Entretanto, Catherine conta a verdade (ou a sua versão da verdade, isto é) sobre o que realmente aconteceu a Beth à sua filha e, como seria de esperar, Mary não aceita a novidade de braços abertos. Devastada com a situação, parte em busca de Kate para poder pedir desculpas pelo sucedido, mas, em vez disso, Mary (já embriagada) dá de caras com Luke que, podem adivinhar, não aprecia a sua companhia. Ainda que Mary esteja em sofrimento, continua a ser uma das personagens mais engraçadas da série e tenho que admitir que ainda dei umas boas gargalhadas graças a ela. Gosto da maneira como a série vai cortando a sua temática mais séria com cenas mais leves e Mary é a personagem perfeita para tal. Tenho vindo a teorizar que Mary se juntará a Luke na Bat Team e este episódio vem reforçar essa minha suspeita. Acho que as duas personagens têm uma dinâmica interessante e mal posso esperar por ver mais deste duo.

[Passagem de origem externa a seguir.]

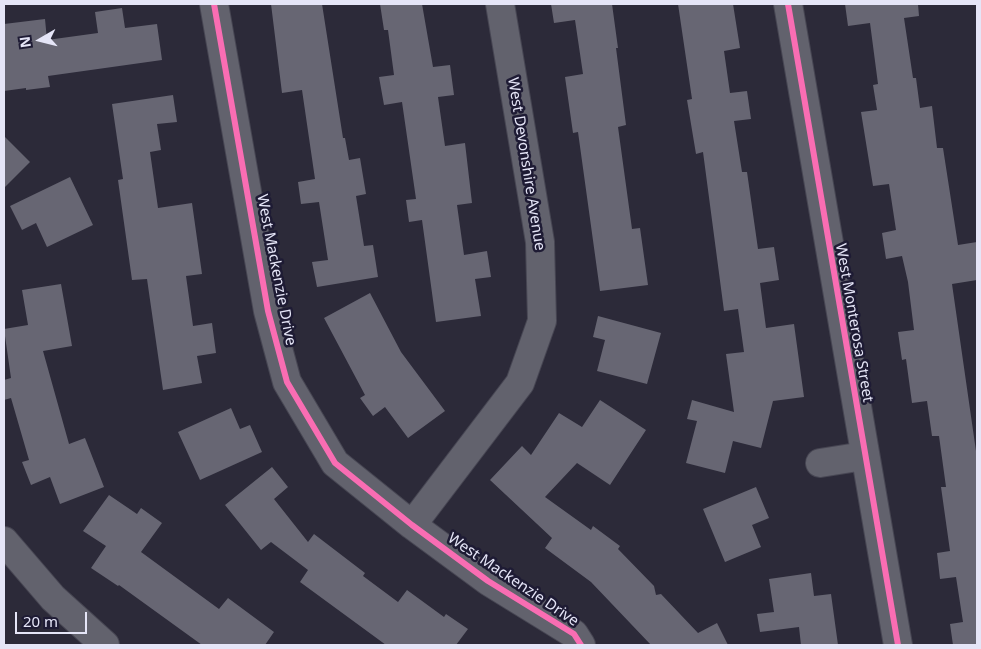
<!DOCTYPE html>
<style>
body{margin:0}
#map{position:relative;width:981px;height:649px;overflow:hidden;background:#2c2a39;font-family:"Noto Sans",sans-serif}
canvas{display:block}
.frame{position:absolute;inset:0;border:5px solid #e5e5f7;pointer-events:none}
.north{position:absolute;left:15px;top:15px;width:50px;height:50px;-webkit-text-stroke:4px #1e1b34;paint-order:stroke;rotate:262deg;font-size:14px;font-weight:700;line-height:20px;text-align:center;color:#e5e5f7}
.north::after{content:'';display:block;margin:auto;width:18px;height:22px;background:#e5e5f7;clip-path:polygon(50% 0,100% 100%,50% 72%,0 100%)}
.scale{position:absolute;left:15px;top:612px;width:72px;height:22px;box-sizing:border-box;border:2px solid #e5e5f7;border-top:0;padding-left:6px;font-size:15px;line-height:18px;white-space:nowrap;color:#e5e5f7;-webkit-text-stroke:4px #1e1b34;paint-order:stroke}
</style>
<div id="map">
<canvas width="981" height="649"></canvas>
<div class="frame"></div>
<div class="north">N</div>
<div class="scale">20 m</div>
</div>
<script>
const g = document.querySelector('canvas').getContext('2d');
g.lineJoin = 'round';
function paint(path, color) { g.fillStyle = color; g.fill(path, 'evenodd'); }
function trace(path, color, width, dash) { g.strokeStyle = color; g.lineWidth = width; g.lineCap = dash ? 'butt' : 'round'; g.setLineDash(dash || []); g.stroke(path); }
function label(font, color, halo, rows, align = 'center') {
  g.font = font + ' "Noto Sans",sans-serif'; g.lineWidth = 5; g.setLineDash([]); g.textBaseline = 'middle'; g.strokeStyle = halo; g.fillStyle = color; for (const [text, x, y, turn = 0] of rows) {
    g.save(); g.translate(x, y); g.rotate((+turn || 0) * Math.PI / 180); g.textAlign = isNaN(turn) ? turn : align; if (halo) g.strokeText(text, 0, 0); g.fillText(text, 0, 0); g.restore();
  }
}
paint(new Path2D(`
 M 271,4 L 322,4 L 343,138 L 345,138 L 349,160 L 360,158 L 366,194 L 356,196 L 364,246 L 373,245 L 378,277 L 317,287 L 312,262 L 328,260 L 319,202 L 301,204 L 298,182 L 315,179 L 302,90 L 282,93 Z
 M 380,4 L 422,4 L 433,67 L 450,65 L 454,95 L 438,97 L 445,146 L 465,143 L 472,203 L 457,205 L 464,255 L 487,251 L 491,277 L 475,279 L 481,316 L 436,322 L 422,220 L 409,222 L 406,200 L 416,199 L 402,102 L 384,105 L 379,77 L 394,75 L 388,30 L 384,30 Z
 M 551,4 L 612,4 L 618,48 L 616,48 L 626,125 L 618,127 L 632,229 L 640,228 L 648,285 L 600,291 L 578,132 L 573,133 L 565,77 L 583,74 L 575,20 L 554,23 Z
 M 678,4 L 733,4 L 740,48 L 724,51 L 730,93 L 747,91 L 751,119 L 734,121 L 742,172 L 747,172 L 758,249 L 774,247 L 779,280 L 760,283 L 766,328 L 794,324 L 804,397 L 773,401 L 761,448 L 733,441 L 725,473 L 686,463 L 697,421 L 687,419 L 692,400 L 734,412 L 726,354 L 744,352 L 738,309 L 724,311 L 703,152 L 696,154 L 687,100 L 692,99 Z
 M 845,4 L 918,4 L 919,16 L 904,18 L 913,78 L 916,78 L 920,108 L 932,106 L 937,148 L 943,148 L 958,245 L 977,242 L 977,280 L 952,284 L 977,458 L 977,645 L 953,645 L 950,624 L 963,622 L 956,577 L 940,579 L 937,553 L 950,551 L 941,487 L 946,487 L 939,436 L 932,436 L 927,401 L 912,403 L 906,359 L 902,360 L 898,332 L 914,330 L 908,282 L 902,256 L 886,259 L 882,233 L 896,230 L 889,184 L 873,186 L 861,112 L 877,110 L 873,85 L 878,84 L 870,23 L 848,26 Z
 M 122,8 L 125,28 L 157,24 L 162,60 L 48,76 L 50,87 L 26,90 L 26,88 L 4,91 L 4,24 L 45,19 L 47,40 L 98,33 L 95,12 Z
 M 173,95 L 177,122 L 157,124 L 161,150 L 150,152 L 158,208 L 192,203 L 202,274 L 186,276 L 193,326 L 212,323 L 216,353 L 197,356 L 202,383 L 163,390 L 147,279 L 132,280 L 118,180 L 123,179 L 112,104 Z
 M 4,136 L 30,162 L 4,188 Z
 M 70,177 L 93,225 L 47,247 L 36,223 L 22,230 L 10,206 Z
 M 61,284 L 72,346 L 43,351 L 69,444 L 85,438 L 104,487 L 60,504 L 50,477 L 31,485 L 22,462 L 29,460 L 11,398 L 4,400 L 4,380 L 11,378 L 4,329 L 28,325 L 22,290 Z
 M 370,293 L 401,352 L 445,411 L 408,438 L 385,407 L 373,416 L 360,398 L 365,395 L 324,318 Z
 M 598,316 L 661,333 L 647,384 L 597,371 L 605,340 L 593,337 Z
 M 600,400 L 646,430 L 610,485 L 577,463 L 545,497 L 591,530 L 593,526 L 620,546 L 618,549 L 654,586 L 656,595 L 661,594 L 698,633 L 717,623 L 728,645 L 651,645 L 591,582 L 545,548 L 552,538 L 490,480 L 522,446 L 531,455 L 559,413 L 582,427 Z
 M 231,408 L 240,429 L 250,425 L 262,452 L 200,480 L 178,432 Z
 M 272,467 L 288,487 L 274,499 L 308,542 L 314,534 L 365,573 L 363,576 L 398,602 L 407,590 L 444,617 L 446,614 L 468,629 L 456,645 L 386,645 L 300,582 L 308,570 L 271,542 L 261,550 L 225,505 Z
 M 756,487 L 769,518 L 752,525 L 761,547 L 725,562 L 703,509 Z
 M 109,495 L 137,514 L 141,508 L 162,523 L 141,552 L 219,609 L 228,598 L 274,632 L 265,645 L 202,645 L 119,585 L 118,586 L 91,568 L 106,546 L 83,531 Z
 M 811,573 L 814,596 L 831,594 L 838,645 L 801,645 L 799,627 L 760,632 L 757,614 L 774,612 L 769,579 Z`), '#676673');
const street = new Path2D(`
 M 214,4 L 268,311 L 287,382 L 335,463 L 412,525 L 488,581 L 574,634 L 581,645
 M 788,4 L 898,645
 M 820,463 L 864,456
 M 412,525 L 520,383 L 542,321 L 540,242 L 500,4
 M 4,541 L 53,598 L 105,645`);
trace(street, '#474653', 30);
trace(street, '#62626d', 28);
trace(new Path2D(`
 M 214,4 L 268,311 L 287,382 L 335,463 L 412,525 L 488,581 L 574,634 L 581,645
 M 788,4 L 898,645`), '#f96db3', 6);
label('15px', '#e5e5f7', '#1e1b34', [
 ["West Devonshire Avenue",526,164,81],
 ["West Mackenzie Drive",276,270,79],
 ["West Monterosa Street",854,323,80],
 ["West Mackenzie Drive",513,580,34]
]);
</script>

Por fim, Sophie parece cada vez mais perto de ter a certeza de que Kate é a mulher por detrás da máscara. Se já tinha as suas suspeitas antes, então as ações da sua ex-namorada nada fazem em atenuar este sentimento – antes pelo contrário, apenas atiram lenha para a fogueira. Questiono-me qual será o caminho que a série irá levar, em relação a este assunto. Será que Kate irá continuar a negar tudo ou contará a verdade a Sophie? De que forma irá essa decisão afetar o progresso da série? Acredito que, dentro em breve, saberemos.

No geral, mais um fortíssimo episódio de Batwoman, que me continua a surpreender semana após semana. Apesar de estar a adorar a série, preocupo-me se o facto de ter Alice como vilã principal não virá a prejudicar a série no futuro, uma vez que não acho que haverão muitos outros vilões ao nível desta personagem. Só o tempo o dirá, mas, por agora, estou bastante feliz com o que vejo.